Displaying PDF, Word, PPT docs on web pages

 If you need to display documents in PDF, Word or PPT formats on your web application, then the following JavaScript toolkit will come to your rescue. 

ViewerJS - https://viewerjs.org/

ViewerJS uses 2 other JS libraries behind the scenes - PDF.js (http://mozilla.github.io/pdf.js/) and WebODF (https://webodf.org/)

Any document that is following the Open Document Format (ODF) can be rendered using ViewerJS. All Office 365 files now follow the ODF format. 

Wednesday, August 12, 2020

Ruminating on the hype around hyper-automation

 So what exactly is hyper-automation?

In simple terms 'Hyper-Automation' is going beyond plain RPA. In RPA, the bot just mimics what a human would do. 

But in hyper-automation, along with the RPA tool, we use other technologies like AI/ML, workflow engine, rules engine to automate E2E process flows. Thus we make the business process more streamlined and robust ---- essentially better than what the human was doing. 

Even Process Discovery Tools are considered to be an important part of the hyper-automation journey. Process Discovery Tools enable us to understand the current state business processes and offers suggestions on streamlining it. It does not make sense to automate a fragmented process, but we should first streamline the process, remove redundancies and then automate it. 

Example - A bot reading an unstructured email and understanding its intent, extracting relevant data points from it (AI) and completing the requested transaction via a desktop app (RPA). 


Wednesday, June 24, 2020

Ruminating on Asynchronous Request-Reply pattern over HTTP

Quite often, a HTTP request would entail processing on some back-end that communicates via messaging. In such cases, do we keep the server thread waiting for a response on the queue? or do we have a better design pattern to handle such scenarios.

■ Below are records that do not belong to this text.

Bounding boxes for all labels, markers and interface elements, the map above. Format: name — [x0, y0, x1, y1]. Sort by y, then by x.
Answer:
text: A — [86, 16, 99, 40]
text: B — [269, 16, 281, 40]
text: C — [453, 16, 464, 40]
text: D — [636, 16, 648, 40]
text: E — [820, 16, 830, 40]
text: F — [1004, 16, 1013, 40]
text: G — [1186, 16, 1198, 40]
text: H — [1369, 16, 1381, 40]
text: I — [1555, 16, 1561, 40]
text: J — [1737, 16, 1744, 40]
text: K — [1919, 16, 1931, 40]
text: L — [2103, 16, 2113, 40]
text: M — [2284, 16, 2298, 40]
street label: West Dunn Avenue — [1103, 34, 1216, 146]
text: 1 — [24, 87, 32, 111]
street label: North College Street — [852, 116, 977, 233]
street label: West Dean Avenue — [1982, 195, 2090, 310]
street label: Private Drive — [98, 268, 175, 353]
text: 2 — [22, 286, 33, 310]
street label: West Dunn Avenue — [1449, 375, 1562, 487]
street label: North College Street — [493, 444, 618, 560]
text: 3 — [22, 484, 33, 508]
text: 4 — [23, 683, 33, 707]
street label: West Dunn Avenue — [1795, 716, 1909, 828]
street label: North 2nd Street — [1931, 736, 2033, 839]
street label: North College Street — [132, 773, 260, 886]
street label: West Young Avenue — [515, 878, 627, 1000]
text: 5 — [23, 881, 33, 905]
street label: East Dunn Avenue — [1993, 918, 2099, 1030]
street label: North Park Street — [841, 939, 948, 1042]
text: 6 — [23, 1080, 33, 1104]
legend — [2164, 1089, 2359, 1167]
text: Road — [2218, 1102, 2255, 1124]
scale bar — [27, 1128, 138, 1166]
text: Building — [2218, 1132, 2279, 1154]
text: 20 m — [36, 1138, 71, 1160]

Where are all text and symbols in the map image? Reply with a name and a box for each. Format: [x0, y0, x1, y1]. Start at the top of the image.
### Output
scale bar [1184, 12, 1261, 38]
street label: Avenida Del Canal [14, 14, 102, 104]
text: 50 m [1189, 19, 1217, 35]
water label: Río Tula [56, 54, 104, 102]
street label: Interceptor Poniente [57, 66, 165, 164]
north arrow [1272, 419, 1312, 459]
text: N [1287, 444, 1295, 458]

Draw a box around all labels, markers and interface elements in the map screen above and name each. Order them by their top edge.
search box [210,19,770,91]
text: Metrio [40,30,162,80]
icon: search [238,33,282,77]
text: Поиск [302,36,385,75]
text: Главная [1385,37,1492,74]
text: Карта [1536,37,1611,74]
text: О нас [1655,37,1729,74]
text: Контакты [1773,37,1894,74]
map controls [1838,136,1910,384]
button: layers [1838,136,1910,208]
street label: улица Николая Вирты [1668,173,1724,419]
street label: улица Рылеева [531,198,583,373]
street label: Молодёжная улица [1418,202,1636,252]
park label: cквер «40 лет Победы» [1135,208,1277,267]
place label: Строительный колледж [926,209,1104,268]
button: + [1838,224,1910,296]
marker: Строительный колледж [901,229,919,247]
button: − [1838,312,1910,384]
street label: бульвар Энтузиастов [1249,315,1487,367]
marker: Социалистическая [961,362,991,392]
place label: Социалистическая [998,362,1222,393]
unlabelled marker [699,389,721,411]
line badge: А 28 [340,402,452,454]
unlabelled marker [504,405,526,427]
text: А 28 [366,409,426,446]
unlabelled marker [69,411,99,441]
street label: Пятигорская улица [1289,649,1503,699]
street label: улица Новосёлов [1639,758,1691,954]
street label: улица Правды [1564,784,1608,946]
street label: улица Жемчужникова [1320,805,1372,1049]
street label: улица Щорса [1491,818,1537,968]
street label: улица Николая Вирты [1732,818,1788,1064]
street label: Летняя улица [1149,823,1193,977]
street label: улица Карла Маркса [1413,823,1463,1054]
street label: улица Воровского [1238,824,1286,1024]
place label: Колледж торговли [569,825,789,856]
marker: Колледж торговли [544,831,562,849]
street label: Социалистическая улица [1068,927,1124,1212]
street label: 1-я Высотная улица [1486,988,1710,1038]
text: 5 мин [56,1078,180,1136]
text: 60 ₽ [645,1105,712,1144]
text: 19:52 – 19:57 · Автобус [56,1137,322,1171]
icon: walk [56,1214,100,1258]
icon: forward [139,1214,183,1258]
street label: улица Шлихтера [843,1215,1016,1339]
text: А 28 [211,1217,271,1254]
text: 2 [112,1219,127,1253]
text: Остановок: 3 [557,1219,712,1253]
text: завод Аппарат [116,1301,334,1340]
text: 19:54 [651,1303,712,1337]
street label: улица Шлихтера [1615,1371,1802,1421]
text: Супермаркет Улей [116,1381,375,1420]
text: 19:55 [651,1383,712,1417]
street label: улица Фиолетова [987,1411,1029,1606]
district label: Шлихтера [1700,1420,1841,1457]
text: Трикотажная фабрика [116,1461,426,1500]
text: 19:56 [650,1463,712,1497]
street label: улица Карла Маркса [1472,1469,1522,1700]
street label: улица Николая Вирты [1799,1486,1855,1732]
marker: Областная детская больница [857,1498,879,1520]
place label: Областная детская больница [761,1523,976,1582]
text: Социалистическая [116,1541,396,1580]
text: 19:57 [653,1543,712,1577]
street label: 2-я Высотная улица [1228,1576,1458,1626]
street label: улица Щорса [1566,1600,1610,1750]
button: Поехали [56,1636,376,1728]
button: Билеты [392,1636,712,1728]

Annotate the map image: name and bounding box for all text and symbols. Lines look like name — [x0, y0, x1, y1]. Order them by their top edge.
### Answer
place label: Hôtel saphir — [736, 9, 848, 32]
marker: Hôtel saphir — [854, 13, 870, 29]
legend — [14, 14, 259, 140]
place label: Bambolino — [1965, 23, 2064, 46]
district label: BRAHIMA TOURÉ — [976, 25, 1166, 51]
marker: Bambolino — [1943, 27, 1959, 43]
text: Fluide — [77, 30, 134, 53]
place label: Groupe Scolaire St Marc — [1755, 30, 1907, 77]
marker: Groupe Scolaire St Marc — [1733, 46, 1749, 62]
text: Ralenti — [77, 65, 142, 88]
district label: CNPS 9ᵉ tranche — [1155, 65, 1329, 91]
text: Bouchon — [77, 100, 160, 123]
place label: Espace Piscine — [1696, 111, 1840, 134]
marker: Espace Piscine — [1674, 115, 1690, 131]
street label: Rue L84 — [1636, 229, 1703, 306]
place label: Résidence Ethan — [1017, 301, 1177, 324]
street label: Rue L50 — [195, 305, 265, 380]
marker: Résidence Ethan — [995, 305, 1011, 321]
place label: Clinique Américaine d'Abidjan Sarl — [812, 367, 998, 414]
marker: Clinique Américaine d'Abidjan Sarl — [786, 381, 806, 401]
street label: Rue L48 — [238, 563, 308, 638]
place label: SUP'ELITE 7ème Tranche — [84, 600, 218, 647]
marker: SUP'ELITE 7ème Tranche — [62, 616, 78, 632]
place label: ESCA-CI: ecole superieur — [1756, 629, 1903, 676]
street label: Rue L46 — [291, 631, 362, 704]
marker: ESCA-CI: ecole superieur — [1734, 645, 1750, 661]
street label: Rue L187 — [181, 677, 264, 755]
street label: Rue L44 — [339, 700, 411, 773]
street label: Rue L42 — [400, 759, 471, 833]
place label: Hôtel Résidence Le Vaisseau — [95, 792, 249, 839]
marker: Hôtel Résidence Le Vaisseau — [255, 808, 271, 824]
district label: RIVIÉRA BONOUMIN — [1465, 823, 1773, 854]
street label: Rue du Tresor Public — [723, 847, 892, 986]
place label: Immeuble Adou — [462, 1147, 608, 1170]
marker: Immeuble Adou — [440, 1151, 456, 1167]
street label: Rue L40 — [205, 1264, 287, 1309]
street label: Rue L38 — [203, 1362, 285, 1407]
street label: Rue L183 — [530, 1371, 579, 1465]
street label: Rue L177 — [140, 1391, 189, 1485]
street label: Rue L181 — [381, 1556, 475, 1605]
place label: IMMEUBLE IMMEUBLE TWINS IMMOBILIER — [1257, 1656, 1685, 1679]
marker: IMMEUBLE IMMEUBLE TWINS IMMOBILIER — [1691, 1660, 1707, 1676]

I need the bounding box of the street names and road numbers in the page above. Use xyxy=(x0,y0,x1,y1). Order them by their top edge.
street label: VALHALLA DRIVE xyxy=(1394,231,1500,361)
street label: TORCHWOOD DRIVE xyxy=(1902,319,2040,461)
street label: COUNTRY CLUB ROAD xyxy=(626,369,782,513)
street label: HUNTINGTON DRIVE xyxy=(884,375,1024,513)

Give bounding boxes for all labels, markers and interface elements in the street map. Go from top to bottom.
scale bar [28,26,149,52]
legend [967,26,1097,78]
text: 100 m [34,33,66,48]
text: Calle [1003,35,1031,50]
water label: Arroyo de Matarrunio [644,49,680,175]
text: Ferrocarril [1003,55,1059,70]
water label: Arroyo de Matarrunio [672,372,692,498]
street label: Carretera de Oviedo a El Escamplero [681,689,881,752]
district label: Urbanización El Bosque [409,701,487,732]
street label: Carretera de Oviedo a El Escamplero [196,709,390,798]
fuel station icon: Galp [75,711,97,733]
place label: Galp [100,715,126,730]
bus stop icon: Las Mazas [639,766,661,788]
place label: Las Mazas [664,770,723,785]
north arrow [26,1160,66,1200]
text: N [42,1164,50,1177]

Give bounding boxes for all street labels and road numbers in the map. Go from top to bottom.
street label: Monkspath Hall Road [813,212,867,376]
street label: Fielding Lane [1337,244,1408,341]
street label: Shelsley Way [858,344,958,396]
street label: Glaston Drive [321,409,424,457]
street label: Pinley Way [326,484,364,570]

The following article on Microsoft illustrates a good pattern for Asynchronous Request-Reply pattern over HTTP - https://docs.microsoft.com/en-us/azure/architecture/patterns/async-request-reply

Excerpts from the article: 
  1. The client sends a request and receives an HTTP 202 (Accepted) response.
  2. The client sends an HTTP GET request to the status endpoint. The work is still pending, so this call also returns HTTP 202.
  3. At some point, the work is complete and the status endpoint returns 302 (Found) redirecting to the resource.
  4. The client fetches the resource at the specified URL.


Sunday, May 31, 2020

Ruminating on Mutual Authentication

In mutual authentication, both the server as well as the client have digital certificates and authenticate each other. If both the server and client are using CA signed certificates, then everything would work OOTB and there would be no need to import any certificates. This is because, both the server and client default trust stores would have the root certificates of most CAs.

But during testing and in lower environments, teams often use self-signed certificates. To enable mutual authentication using self-signed certificates, we have 2 options. 
  • Peer-2-Peer: Create a client certificate for each agent. Import this cert into the trust store of the server. 
  • Root cert derived client certifications:  Create a client root certificate and using this root certificate, create/derive client certs for each agent. Then you just have to import the client root certificate into the server trust store ( and not of all the agents).    

Thursday, May 28, 2020

Ruminating on Azure RTOS

Microsoft acquired ThreadX from Express Logic and re-branded it as Azure RTOS. ThreadX was already a popular RTOS that is being used by more than 6.5B devices worldwide.
** Gartner predicts that by 2021, one million new IoT devices will come online every hour of every day. In 2019, there were approx 27B IoT devices.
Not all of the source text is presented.